It’s the heart of election season in the United States, which means that we are all neck-deep in conversations about leadership. Who do we want to lead us? What does a good leader do, ideally? What qualities make for a good leader? What qualities might disqualify someone from leadership? And in most elections I can remember, and in this one especially, we also have the inverse conversation. What are the perils posed by leadership? What dangers accompany different leadership styles or personalities? What happens when someone we think ought to have been disqualified from leadership becomes the leader?
These are very urgent questions for us today, in the few weeks of election season that are left, but they are also very old questions. We are not the first people to ask them. The biblical tradition is full of meditations on leadership, focusing on everyone from kings to prophets to judges to messiahs to ordinary people. Often the biblical tradition (especially the Hebrew Bible) seems to be making the case that the people in positions of leadership are actually the ones least suited to it, and the everyday folks who aren’t identified as leaders can actually be more influential. (Think of the role of Rahab, for example, or the way the prophetic tradition argues against kingship as a model of leadership. Or think about the arguments in Luke’s and Matthew’s gospels, fueled by prophetic citations, about the promise of a child, of all people, in a leadership position).
But often the biblical tradition is especially interested in one particular aspect of leadership: the question of power. Biblical texts like to interrogate power and undermine it, even as they sometimes lionize powerful people or powerful forces. Power and leadership are not the same thing, but usually when the biblical tradition is criticizing leaders, they are criticizing the misuse of power. And in many places in biblical texts, including the prophets, the gospels, and the historical books, power becomes the site of a really fierce debate. Does power reside in strength—in armies and kings and gods and obvious physical capability—or can power reside in weakness, generosity, self-giving, or smallness? It’s a debate that plays out again and again in the Bible, and often the meaning of a biblical text depends on inversions of power between strength and weakness.
The lectionary for October 20th is full of texts that ask questions about power. They don’t all ask the same questions, and they don’t all come to the same conclusions, but they are all interested, in one way or another, in the way power shows up in the world. And while they don’t all think about leadership in obvious ways, they are all pointing to the ways power can be leveraged (or subverted) in the living of life, including the forms of communal life where leadership can be valuable.

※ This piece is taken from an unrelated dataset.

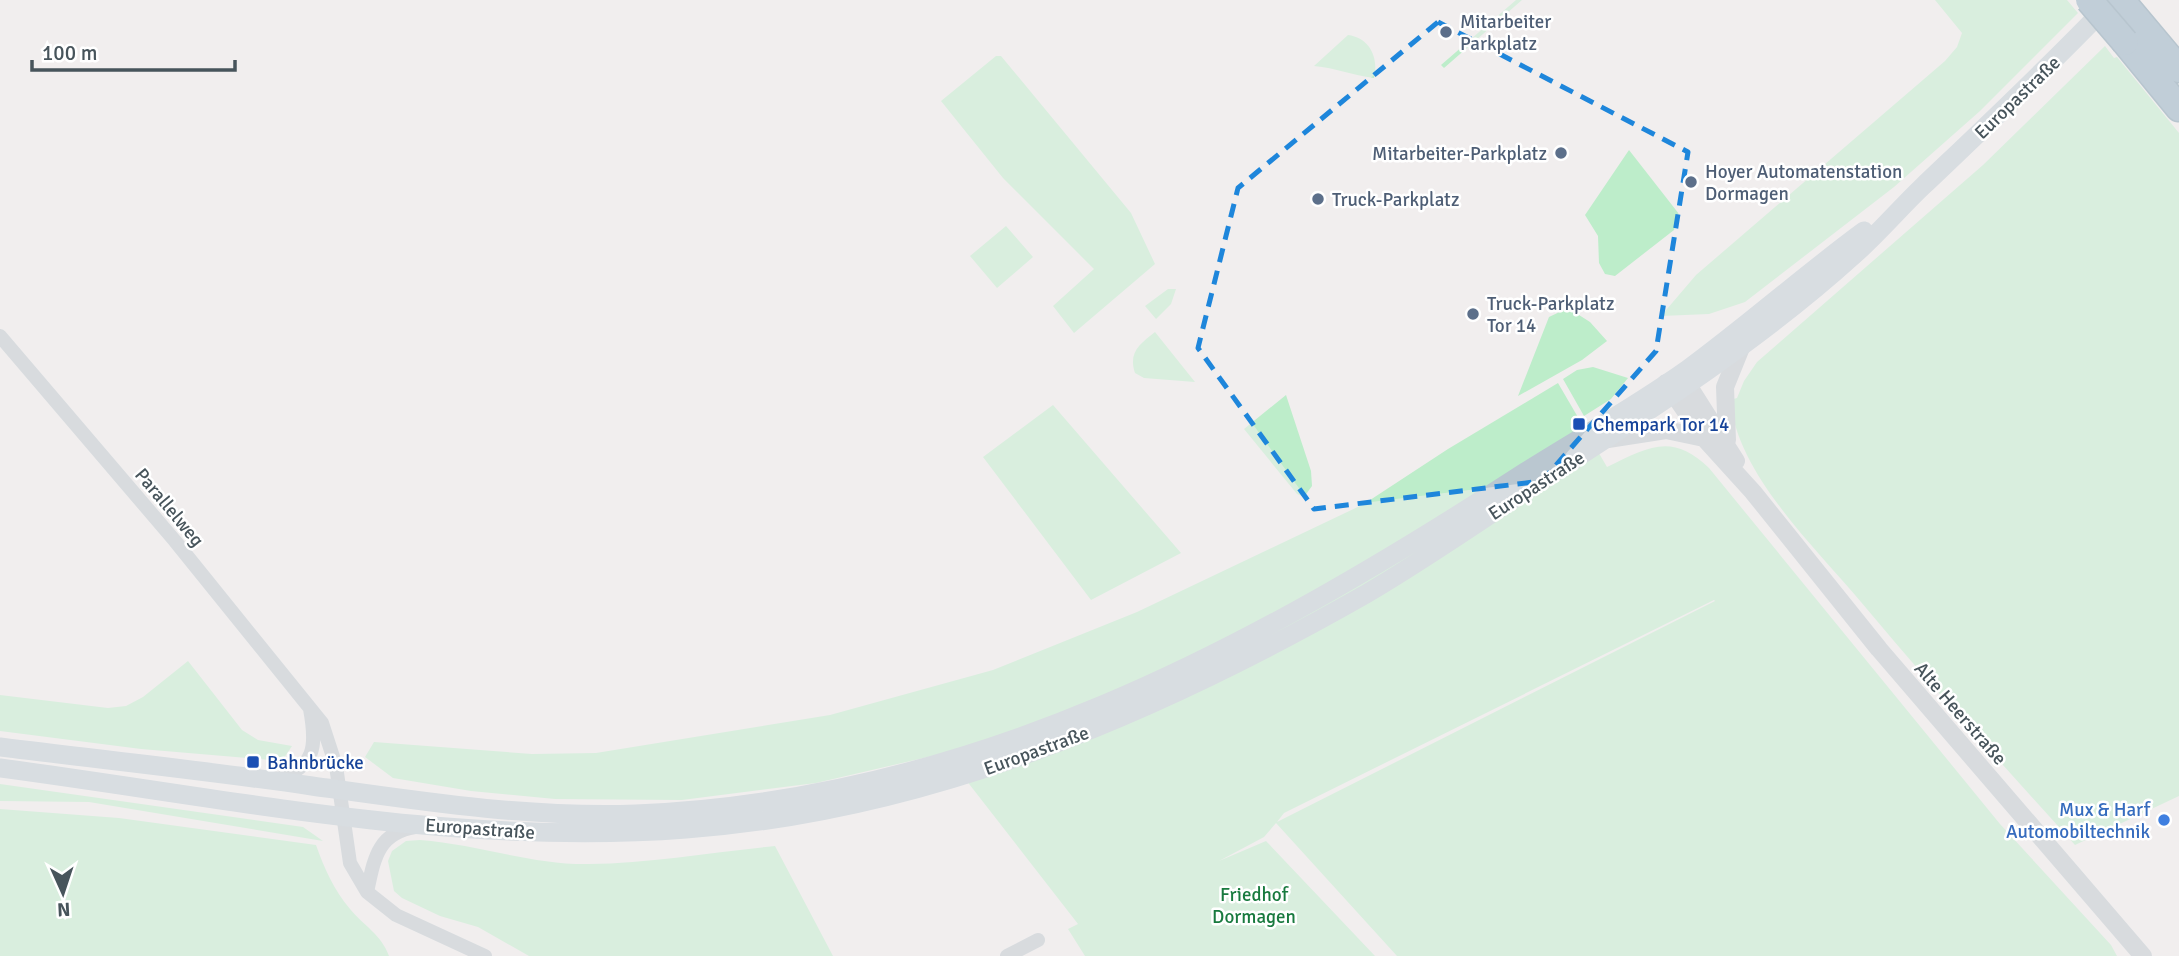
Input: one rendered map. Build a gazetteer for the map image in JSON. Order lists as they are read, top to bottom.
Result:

The first of these texts is Job 38:1-7 and (optionally) 34-41. This is one of my favorite sections of the book of Job, a climactic moment in the long tale of Job’s suffering and existential questioning. This is the scene where God—long absent in the book as Job suffers—finally responds to the beleaguered Job. The response from God is not especially pastoral, as we might have expected, and it’s not very comforting. Instead God pulls rank. Who are you, God seems to be asking, to question me? God’s expressions of power here take the form of observations about the natural world and the ways God is responsible for it. This passage is sometimes called a third creation story because of the way God claims dominion over the natural world and exercises care for it. God implies, in these words, that Job’s troubles are minor compared to the upkeep that the world requires, and that Job’s sufferings are just one small part of a world teeming with divine responsibility. God, here, seems to be claiming both that God is infinitely responsible and that God is too busy to dwell for long on any one creature. If I were Job, I don’t know that I would find God’s response very satisfying.
The selections from Psalm 104 do something similar—they assign God responsibility for the natural world in a way that resembles Job’s latter chapters. This is a comforting view of divine power as generative and benign; here, God is the one who creates and sustains. And in Psalm 91, we are presented with a God who looks after God’s people and God’s world, guarding against trouble and peril. In contrast to the experience of Job, Psalm 91 imagines a God who is attentive and ever-present during times of suffering—a constant presence and a power ready to intervene on behalf of the ones God loves.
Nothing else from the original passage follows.